Stored data entries:
-=-=-=-=-

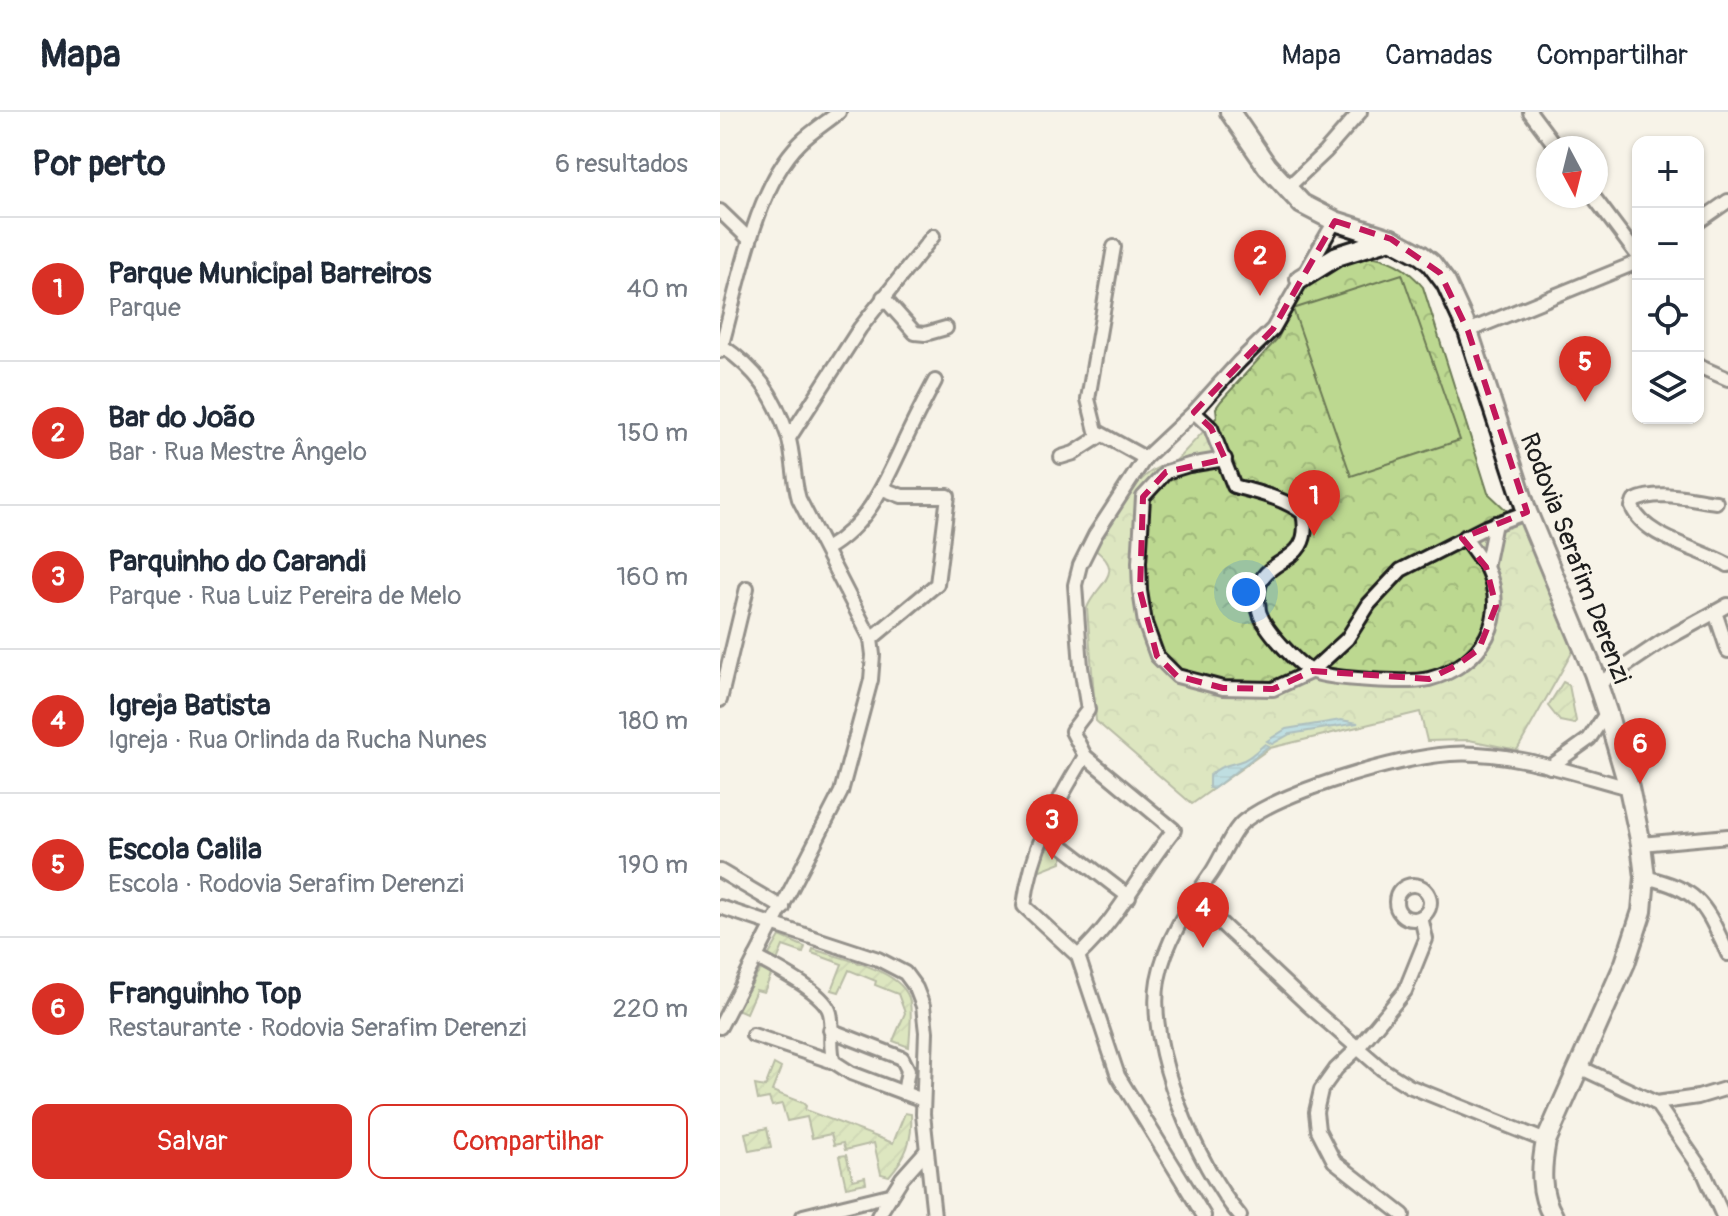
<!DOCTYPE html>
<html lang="pt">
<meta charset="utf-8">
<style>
body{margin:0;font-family:Pangolin,sans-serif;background:#f6f6f7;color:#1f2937}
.controls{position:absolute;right:24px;top:24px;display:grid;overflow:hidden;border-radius:16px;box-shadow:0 2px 6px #0004}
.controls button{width:72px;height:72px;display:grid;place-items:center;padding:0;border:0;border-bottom:2px solid #e0e1e3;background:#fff;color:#1f2937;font:40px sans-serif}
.compass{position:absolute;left:816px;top:24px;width:72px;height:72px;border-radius:50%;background:#fff;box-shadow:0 2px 6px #0004;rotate:173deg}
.you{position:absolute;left:526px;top:480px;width:28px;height:28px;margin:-20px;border:6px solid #fff;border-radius:50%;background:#1a73e8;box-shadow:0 0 0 12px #1a73e833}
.badge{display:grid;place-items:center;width:52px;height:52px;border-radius:50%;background:#d93025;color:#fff;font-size:26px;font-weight:700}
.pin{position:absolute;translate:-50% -66px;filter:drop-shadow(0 2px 4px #0008)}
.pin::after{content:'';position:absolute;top:42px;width:28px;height:24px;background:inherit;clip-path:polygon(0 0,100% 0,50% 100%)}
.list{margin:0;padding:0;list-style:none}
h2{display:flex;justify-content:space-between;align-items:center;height:104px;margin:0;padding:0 32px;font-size:34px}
h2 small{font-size:26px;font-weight:400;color:#747a83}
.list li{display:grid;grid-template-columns:52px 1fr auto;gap:24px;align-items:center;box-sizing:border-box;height:144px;padding:0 32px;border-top:2px solid #e0e1e3}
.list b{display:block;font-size:30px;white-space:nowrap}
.list p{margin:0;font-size:26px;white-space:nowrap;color:#747a83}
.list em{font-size:26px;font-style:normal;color:#747a83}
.actions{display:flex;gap:16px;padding:24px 32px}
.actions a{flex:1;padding:18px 0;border:2px solid #d93025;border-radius:16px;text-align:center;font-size:28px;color:#d93025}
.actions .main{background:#d93025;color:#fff}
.icon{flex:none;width:44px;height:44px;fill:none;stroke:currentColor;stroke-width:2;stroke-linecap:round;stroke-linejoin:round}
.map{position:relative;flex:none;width:1008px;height:1104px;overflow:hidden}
header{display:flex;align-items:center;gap:48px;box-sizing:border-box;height:112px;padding:0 40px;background:#fff;border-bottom:2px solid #e0e1e3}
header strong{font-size:38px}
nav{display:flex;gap:44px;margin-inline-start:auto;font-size:28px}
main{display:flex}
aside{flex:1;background:#fff}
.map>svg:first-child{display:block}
.park{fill:url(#park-crowns);stroke:#6c7a56;stroke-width:2}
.garden{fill:url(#garden-furrows);stroke:#6c7a56;stroke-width:2}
.pitch{fill:#bcd890;stroke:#6c7a56;stroke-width:2}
.water{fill:url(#water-rules);stroke:#54828e;stroke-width:2}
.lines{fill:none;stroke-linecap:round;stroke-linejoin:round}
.minor-casing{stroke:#1c1c1c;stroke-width:18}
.secondary-casing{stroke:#1c1c1c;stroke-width:24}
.minor{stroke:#f7f3e8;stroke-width:12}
.secondary{stroke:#f7f3e8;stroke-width:18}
.marked{fill:none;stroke:#c2185b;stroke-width:6;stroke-dasharray:16 10;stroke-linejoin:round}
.labels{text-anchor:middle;stroke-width:7;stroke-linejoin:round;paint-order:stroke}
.street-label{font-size:26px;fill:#1c1c1c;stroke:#f7f3e8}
</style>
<header>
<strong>Mapa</strong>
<nav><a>Mapa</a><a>Camadas</a><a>Compartilhar</a></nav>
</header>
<main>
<aside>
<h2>Por perto<small>6 resultados</small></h2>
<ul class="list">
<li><span class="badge">1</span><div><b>Parque Municipal Barreiros</b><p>Parque</p></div><em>40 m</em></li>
<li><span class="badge">2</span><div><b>Bar do João</b><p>Bar · Rua Mestre Ângelo</p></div><em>150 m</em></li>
<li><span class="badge">3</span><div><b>Parquinho do Carandi</b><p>Parque · Rua Luiz Pereira de Melo</p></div><em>160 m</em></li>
<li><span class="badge">4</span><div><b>Igreja Batista</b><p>Igreja · Rua Orlinda da Rucha Nunes</p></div><em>180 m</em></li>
<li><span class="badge">5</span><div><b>Escola Calila</b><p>Escola · Rodovia Serafim Derenzi</p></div><em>190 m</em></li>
<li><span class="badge">6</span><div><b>Franguinho Top</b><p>Restaurante · Rodovia Serafim Derenzi</p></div><em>220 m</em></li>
</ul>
<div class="actions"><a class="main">Salvar</a><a>Compartilhar</a></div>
</aside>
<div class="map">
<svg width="1008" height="1104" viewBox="0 0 1008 1104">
<defs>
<pattern id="park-crowns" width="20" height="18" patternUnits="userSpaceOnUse" patternTransform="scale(2)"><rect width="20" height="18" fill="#bcd890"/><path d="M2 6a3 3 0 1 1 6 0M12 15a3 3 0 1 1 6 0" fill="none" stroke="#a1b97c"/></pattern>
<pattern id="garden-furrows" width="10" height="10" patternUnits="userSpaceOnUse" patternTransform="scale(2)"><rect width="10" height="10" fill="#bcd890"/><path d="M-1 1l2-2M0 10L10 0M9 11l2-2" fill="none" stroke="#a1b97c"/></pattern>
<pattern id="water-rules" width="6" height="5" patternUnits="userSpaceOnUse" patternTransform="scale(2)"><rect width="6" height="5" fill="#7ac6da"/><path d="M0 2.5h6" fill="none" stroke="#69aaba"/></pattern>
</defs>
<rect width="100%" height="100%" fill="#f7f3e8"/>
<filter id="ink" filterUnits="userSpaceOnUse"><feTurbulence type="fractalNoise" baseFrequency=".0125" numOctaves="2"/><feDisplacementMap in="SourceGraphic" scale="16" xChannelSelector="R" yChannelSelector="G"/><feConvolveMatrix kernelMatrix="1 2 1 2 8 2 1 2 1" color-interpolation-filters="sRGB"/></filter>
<g filter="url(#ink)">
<!-- park -->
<g class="park">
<path d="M642,143C667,145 687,155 703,175L768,381L801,412L854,537L797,638L749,628L707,629L700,600L550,636L472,692L376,609L367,496C376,472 408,461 374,437C392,410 418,352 453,352L497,305L496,296L501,289L558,226L579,183L592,167L607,155Z"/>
<polygon points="333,733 340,736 343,745 341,750 318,759 325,738"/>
</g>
<!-- garden -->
<g class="garden">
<polygon points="843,570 849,573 856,609 854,612 840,609 828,594"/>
<polygon points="60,824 85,835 83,841 63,834 44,880 36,878 26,901 17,897"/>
<path d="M93,837C119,846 185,858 190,890C192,904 190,920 189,935L173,929L185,901L178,882L155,873L156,869L129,858L119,880L112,878L122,852L92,841Z"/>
<path d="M54,952L61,956L52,979L83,991L86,994L85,998L173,1031L185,1001L191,1002C193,1028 186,1045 169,1064L161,1062L154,1031L125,1038L123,1031L114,1033L111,1022L92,1026L87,1005L67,1009L62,992L52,994L49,986L38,988L35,973L45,975Z"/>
<polygon points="47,1016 51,1035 29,1039 25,1021"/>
<polygon points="126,1043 133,1068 145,1065 146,1071 126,1075 119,1044"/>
</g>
<!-- pitch -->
<polygon class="pitch" points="682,162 740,328 631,364 573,197"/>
<!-- water -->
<g class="water">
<polygon points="621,608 638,611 570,622 552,632 547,629 566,617"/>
<path d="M545,632L549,634L493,677L489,676V664C501,652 509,654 524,648C531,645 539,637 545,632Z"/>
</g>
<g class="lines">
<!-- minor casing -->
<g class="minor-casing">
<g id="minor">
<polyline points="810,0 837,36"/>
<polyline points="566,77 605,40 640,0"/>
<polyline points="873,84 918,144"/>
<polyline points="0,99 30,128"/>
<polyline points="978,110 1008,89"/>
<polyline points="394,135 368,287 376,319 425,346"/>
<polyline points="163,185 195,221 205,222 226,216"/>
<polyline points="748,219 918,150"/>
<path d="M0,239C18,178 34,76 80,31C92,19 107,10 119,0"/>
<polyline points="978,254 1008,267"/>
<path d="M474,300L491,316L514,374C539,381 563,386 583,401C596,460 533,439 538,490C539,494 538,498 540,502C545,517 578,554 593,560C613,567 688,572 709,567C763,553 790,505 766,455"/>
<polyline points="69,326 140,216 213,124"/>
<polyline points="341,345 354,341 382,323"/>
<polyline points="505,347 469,353 446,360 423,385 419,451 420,479 425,511 437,544 457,564 503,576 553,577 592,559 627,527 649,492 681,458 764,416 807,400"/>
<path d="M996,390C971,387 938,377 914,389L912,395C925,426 979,436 1008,453"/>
<polyline points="744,425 766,455 775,411"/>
<path d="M106,437C152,410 167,365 189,320C197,303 206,286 215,269"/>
<polyline points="995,500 1008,539"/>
<polyline points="151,527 217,472 228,384 182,384 163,377"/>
<polyline points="877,573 941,530 1008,493"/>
<polyline points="0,588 27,476"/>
<path d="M365,644C335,692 311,738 304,794L358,844L398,964L484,1104"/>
<polyline points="830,655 869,627 887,600"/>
<polyline points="323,719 409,785"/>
<polyline points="921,732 1008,724"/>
<polyline points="0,759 63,796"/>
<path d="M925,765C982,779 984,792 1008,842"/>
<circle cx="693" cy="790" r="17"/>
<polyline points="474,786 588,893 662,957 689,974 826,1029"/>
<polyline points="0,795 158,847 185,861 196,876 203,894 206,920 203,1002 214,1104"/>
<path d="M358,844C398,807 420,760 454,718L365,644L352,619L368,598L361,555L355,473L360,453L375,423L425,346L474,300L519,250L553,217L615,109"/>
<path d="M36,845C54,856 105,880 110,901C114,917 108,933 114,950L131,961L203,988"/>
<path d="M0,915L121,680L151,568L153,543L151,527L79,387C73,367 74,343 68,324C54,282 37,258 2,234"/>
<polyline points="110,918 182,946 188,958 184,981"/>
<polyline points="33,923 114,950"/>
<polyline points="857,954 936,991 978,985 1008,976"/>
<polyline points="936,991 984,1061 1003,1104"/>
<polyline points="683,1103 614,1049 598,1018 596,1000 601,978 616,957 637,937 685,879 706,827 701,805"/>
<polyline points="83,1104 169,1083"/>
<polyline points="158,1104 182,1066 206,1039"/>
<path d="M520,1104C477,1053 426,935 438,868C445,829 470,792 492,760C501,747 512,718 524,709C565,678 678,646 730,642C789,638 852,661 909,676"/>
</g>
</g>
<!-- secondary casing -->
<g class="secondary-casing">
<g id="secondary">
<path d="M510,0L547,54L582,92L615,109L671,127L701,143L711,151L726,171L748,219L807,400L874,561L887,600L909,676L921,732L925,765L922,799L905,851L826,1029C821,1055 819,1081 833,1104"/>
<polyline points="580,167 617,144 671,127"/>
</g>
</g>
<!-- minor -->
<use href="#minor" class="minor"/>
<!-- secondary -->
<use href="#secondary" class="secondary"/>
</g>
</g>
<!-- marked area -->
<path d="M0 0H1008V1104H0ZM615,109L671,127L720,161L748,219L807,400L742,426L766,455L776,494L759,537L737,553L709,567L592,559L553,577L503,576L457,564L437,544L420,479L423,385L446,360L505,347L491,316L474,300L553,217Z" fill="#f7f3e8" fill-opacity=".55" fill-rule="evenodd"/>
<path class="marked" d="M615,109L671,127L720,161L748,219L807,400L742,426L766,455L776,494L759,537L737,553L709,567L592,559L553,577L503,576L457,564L437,544L420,479L423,385L446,360L505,347L491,316L474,300L553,217Z"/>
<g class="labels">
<!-- street labels -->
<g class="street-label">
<text transform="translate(856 446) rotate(69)" y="9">Rodovia Serafim Derenzi</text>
</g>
</g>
</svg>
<div class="controls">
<button>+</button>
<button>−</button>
<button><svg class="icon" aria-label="locate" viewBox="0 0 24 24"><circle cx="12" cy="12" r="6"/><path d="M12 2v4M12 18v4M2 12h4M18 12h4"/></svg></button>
<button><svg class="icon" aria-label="layers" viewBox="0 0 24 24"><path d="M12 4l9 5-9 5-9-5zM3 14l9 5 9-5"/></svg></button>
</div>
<svg class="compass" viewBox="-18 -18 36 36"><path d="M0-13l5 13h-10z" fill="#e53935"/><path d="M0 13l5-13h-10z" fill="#747a83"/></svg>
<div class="you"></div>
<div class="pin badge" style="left:594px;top:424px">1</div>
<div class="pin badge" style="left:540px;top:184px">2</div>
<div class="pin badge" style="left:332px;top:748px">3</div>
<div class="pin badge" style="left:483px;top:836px">4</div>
<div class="pin badge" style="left:865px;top:290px">5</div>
<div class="pin badge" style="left:920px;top:672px">6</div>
</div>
</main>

-=-=-=-=-

**Exercise**
Where does the word "compass" occur in the records? Return every line that holds it.

**Response for this exercise**
.compass{position:absolute;left:816px;top:24px;width:72px;height:72px;border-radius:50%;background:#fff;box-shadow:0 2px 6px #0004;rotate:173deg}
<svg class="compass" viewBox="-18 -18 36 36"><path d="M0-13l5 13h-10z" fill="#e53935"/><path d="M0 13l5-13h-10z" fill="#747a83"/></svg>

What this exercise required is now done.